Trick Mirror – Jia Tolentino

Jia Tolentino has become a peerless voice of her generation, tackling the conflicts, contradictions, and sea changes that define us and our time. Now, in this dazzling and entirely original collection of nine essays, written with a rare combination of give and sharpness, wit and fearlessness, she delves into the forces that warp our vision, demonstrating a stylistic potency and critical dexterity found nowhere else.

Trick Mirror is an enlightening, unforgettable trip through the river of self-delusion that surges just beneath the surface of our lives. This is a book about the incentives that shape us, and about how hard it is to see ourselves clearly in a culture that revolves around the self.

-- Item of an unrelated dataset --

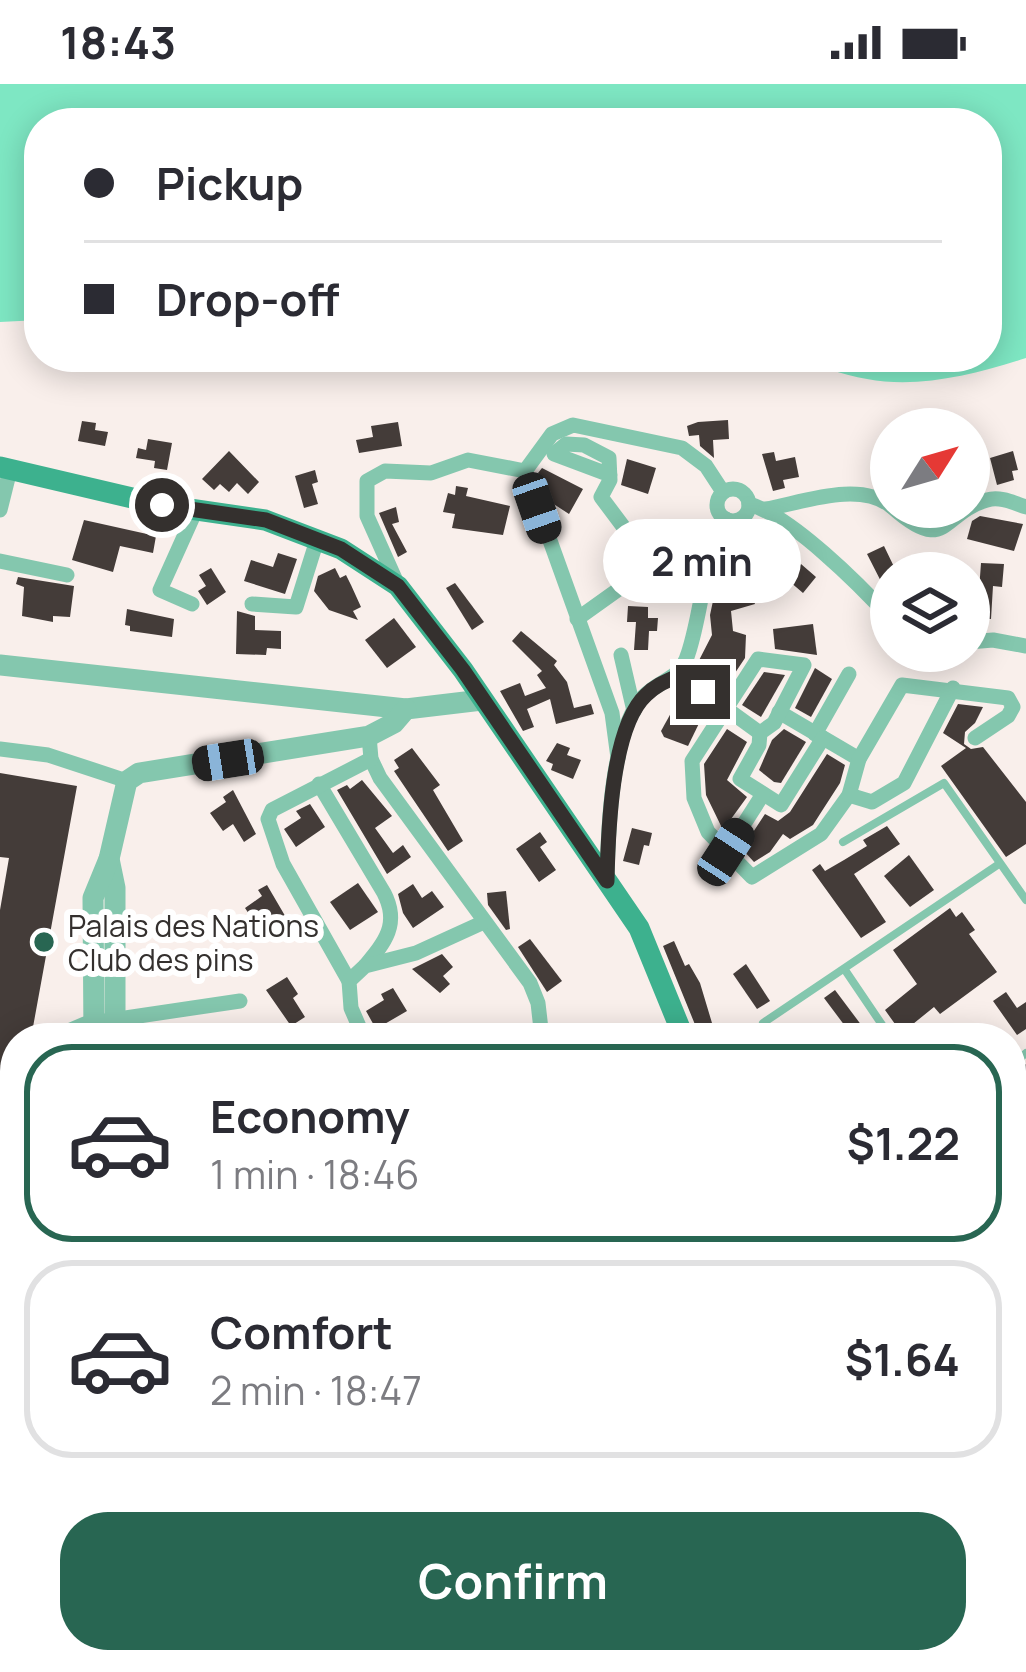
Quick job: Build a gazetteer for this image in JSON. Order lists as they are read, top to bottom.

In each essay, Tolentino writes about a cultural prism: the rise of the nightmare social Internet; the American scammer as millennial hero; the literary heroine’s journey from brave to blank to bitter; the mandate that everything, including our bodies, should always be getting more efficient and beautiful until we die. Gleaming with Tolentino’s sense of humor and capacity to elucidate the impossibly complex in an instant, and marked by her desire to treat the reader with profound honesty, Trick Mirror is an instant classic of the worst decade yet.

Rating: 4 out of 5.

This is an outstanding collection of essays examining different aspects of our society. I really enjoy Tolentino’s sharp, incisive cultural critique, even if it tends to digress into side topics and lose the original train of thought, and her writing is very distinctly hers. In particular, her writing is dense. She comes off as intimidatingly intelligent and well-spoken through these essays (and she is – she went to UVA and was accepted to Yale) – the kind of writing that makes you wonder if you’re just not smart enough to understand what she’s saying – and doesn’t shy away from tackling complicated topics with sophisticated language and strong opinions. At the same time, she’s quite graceful in admitting when her perspective is limited, whether because she’s young and attractive (not her words, she’s too diplomatic for that), or because she’s Asian and can’t speak to the white experience, etc.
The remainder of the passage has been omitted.